# SRA'S WITH 6" LIFT



## uppidycon

who all has one and let's see some pics.. mine will be sittin' on a 6" lift come october..


----------



## N2Otorious

uppidycon said:


> who all has one and let's see some pics.. mine will be sittin' on a 6" lift come october..


:thinking:
The suspension has nothing to do with ground clearance on the rear of a SRA bike. So what is the point?

You'll be getting all the bad of a tall lift and none of the good.

The only way to get more ground clearance on a SRA bike in the rear, is to add taller tires.... orrrrrr trade the SRA bike in on a IRS bike :bigok:


----------



## islandlife

explain to me how you fit really tall tires on one without a lift:thinking:


----------



## Polaris425

^ His point is that with an IRS when you lift it you gain GC from the lift, as well as the tires. An SRA, you can lift it all day and your GC at the rear axle never changes, the only GC you see is from the taller tire. So even if he put on a 10" lift kit, he's only going to increase his GC at the rear axle by how much taller tire he puts on, since stocks are 25" and lets say he put on 30's thats only ~5"


----------



## monsterbrute750

Unless you go with the IRS conversion, it's pointless other than being able to fit a bigger tire. You can get that with a 2" lift.


----------



## filthyredneck

^you are kinda right... I've had two SRA brutes prior to gettin my 750 that I have now. The first one had 28x10.5x12 laws all the way around on stock wheels with a 2" lift, snorks, dynatek cdi, clutch kit, and jet kit. Pulled the rear hubs off and built some sleeves to slip over the rear axle shafts with paddles welded to them...ground off a little flat spot on the axle shafts and installed set screws... just about couldnt get that thing stuck because the paddles caught the middle of the ruts where I'd normally be high centered.... 
My point is... if paddles were added to this bike, it would probably suprise you, i know theres a straight axle polaris (i think) thats bigger than me, with paddles that goes everywhere in Crosby


----------



## DjScrimm

Polaris425 said:


> ^ His point is that with an IRS when you lift it you gain GC from the lift, as well as the tires. An SRA, you can lift it all day and your GC at the rear axle never changes, the only GC you see is from the taller tire. So even if he put on a 10" lift kit, he's only going to increase his GC at the rear axle by how much taller tire he puts on, since stocks are 25" and lets say he put on 30's thats only ~5"

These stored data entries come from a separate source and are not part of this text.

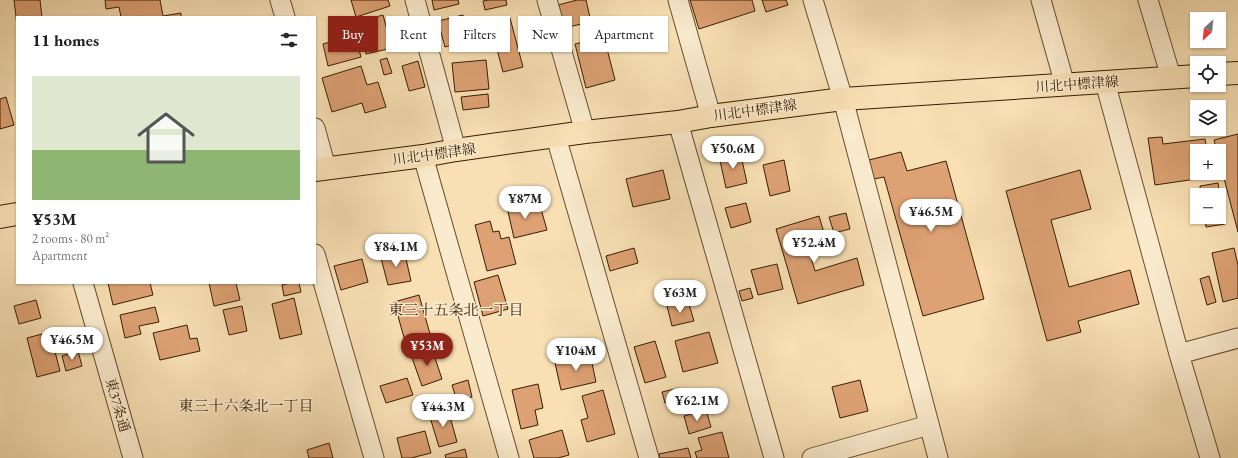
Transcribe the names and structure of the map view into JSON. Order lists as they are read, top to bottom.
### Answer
{
  "streets": {
    "main road": ["川北中標津線"],
    "street": ["東37条通"]
  },
  "districts": ["東三十五条北一丁目", "東三十六条北一丁目"],
  "north": "bottom left",
  "page": {
    "map_buttons": ["+", "−"],
    "chip": [
      "Buy",
      "Rent",
      "Filters",
      "New",
      "Apartment"
    ],
    "heading": "11 homes",
    "list": [
      {
        "name": "¥53M",
        "note": "2 rooms · 80 m² · Apartment"
      }
    ],
    "price": [
      "¥50.6M",
      "¥87M",
      "¥46.5M",
      "¥52.4M",
      "¥84.1M",
      "¥63M",
      "¥46.5M",
      "¥53M",
      "¥104M",
      "¥62.1M",
      "¥44.3M"
    ]
  }
}
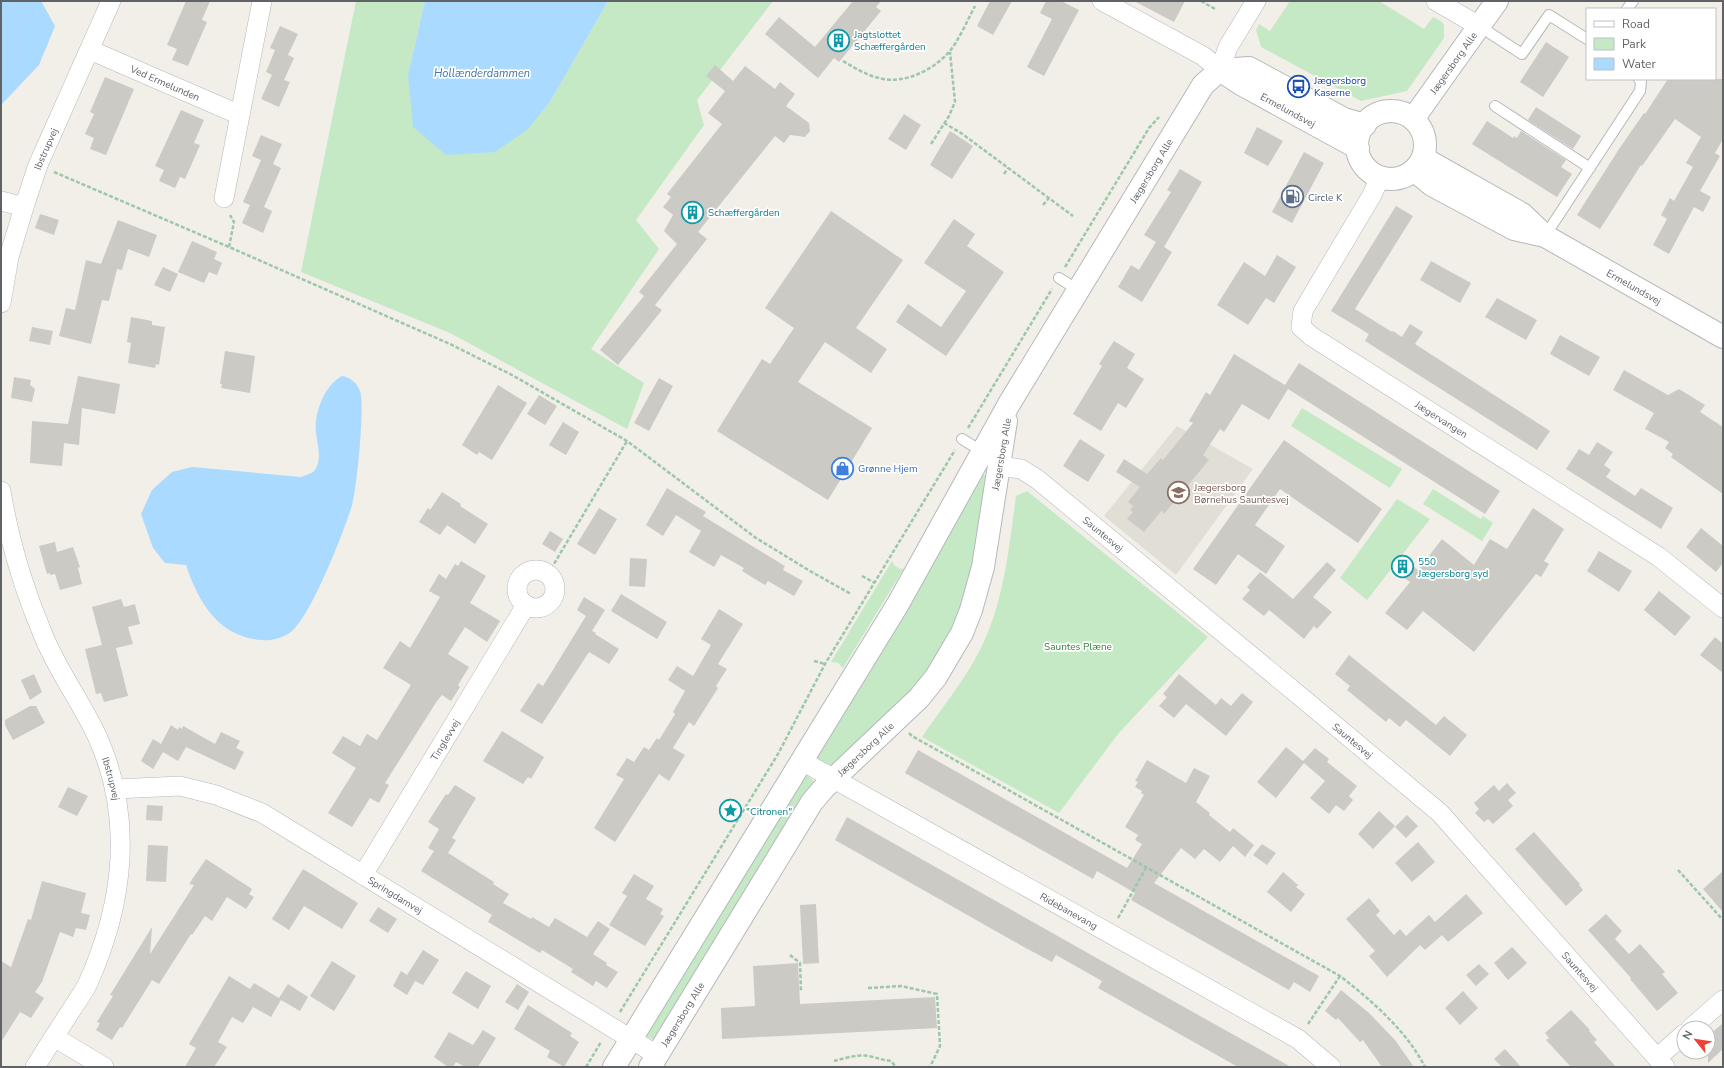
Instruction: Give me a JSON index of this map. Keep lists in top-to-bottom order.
{
  "streets": {
    "street": [
      "Jægersborg Alle",
      "Ved Ermelunden",
      "Ermelundsvej",
      "Ibstrupvej",
      "Jægervangen",
      "Sauntesvej",
      "Tinglevvej",
      "Springdamvej",
      "Ridebanevang"
    ]
  },
  "crossings": [
    ["Jægersborg Alle", "Ermelundsvej"],
    ["Jægersborg Alle", "Jægervangen"],
    ["Jægersborg Alle", "Sauntesvej"],
    ["Jægersborg Alle", "Springdamvej"],
    ["Jægersborg Alle", "Ridebanevang"],
    ["Ved Ermelunden", "Ibstrupvej"],
    ["Ermelundsvej", "Jægervangen"],
    ["Ibstrupvej", "Springdamvej"],
    ["Tinglevvej", "Springdamvej"]
  ],
  "water": ["Hollænderdammen"],
  "parks": ["Sauntes Plæne"],
  "places": {
    "building": ["Jagtslottet Schæffergården", "Schæffergården", "550 Jægersborg syd"],
    "bus stop": ["Jægersborg Kaserne"],
    "fuel station": ["Circle K"],
    "shop": ["Grønne Hjem"],
    "school or university": ["Jægersborg Børnehus Sauntesvej"],
    "place": ["\"Citronen\""]
  },
  "legend": ["Road", "Park", "Water"],
  "north": "top left"
}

Even worse... wouldn't it only be 2.5" lift (theoretically).... if even that!


----------



## N2Otorious

islandlife said:


> explain to me how you fit really tall tires on one without a lift:thinking:



I didn't say "Really Tall Tires", I said, "Taller Tires" with a 2" lift, and HL springs 31s will fit.

He's got 30s, he can put 31s on for a whopping 1/2" gained ground clearance;. Not woth it, IMHO


----------



## uppidycon

how about cause i want to? or cause i can? besides, if i trade it or sell it, i won't get much more than i owe on it and then i have to start over.. i bought the sra cause the salesman informed me that it would be stronger for the MAIN purpose i need one.. workin' my 8 acres.. goin' ridin' is just a fun get away when i can.. i've been ridin' 3 times i think.. the rest of the time i have on it is pullin' a trailer around or clearin' trails or goin' to check the mail.. but i started this to see other sra's with lifts.. not to get hounded for something i want to do.. go gripe at someone for wearing pants in texas in the middle of august or go kick a can in a ditch.. there's not many sra's lifted and want to be one of the few.. i like to be different..


----------



## gpinjason

I say lift it, throw on some axle paddles and go get some! BUT... you will need to understand that lifting (like you plan) will probably cut down on the reliability of your "work" needs around the property... yeah you can still go check the mail and stuff... but I guess you can use the tractor for pulling the trailer around and stuff...


----------



## monsterbrute750

If I remember correctly Twisted Customs is working on one for the SRA, but it converts it to IRS. That would be way cheaper than a new bike. Just don't know if you wanna do away with the solid axle ride or not.


----------



## gpinjason

or you can just throw some of these on there....











http://argoparts.com/i-1827319-camoplast-tatou-4s-atv-track-conversion-kits-free-shipping.html


----------



## uppidycon

i don't see why it can't still pull my utility trailer around.. but yes, i have other things to use if needed for drivin' around.. we'll just see.. i see there's not much help here.. if i could do it over, i'd have bought a 650i.. but i didn't..


----------



## uppidycon

monsterbrute750 said:


> If I remember correctly Twisted Customs is working on one for the SRA, but it converts it to IRS. That would be way cheaper than a new bike. Just don't know if you wanna do away with the solid axle ride or not.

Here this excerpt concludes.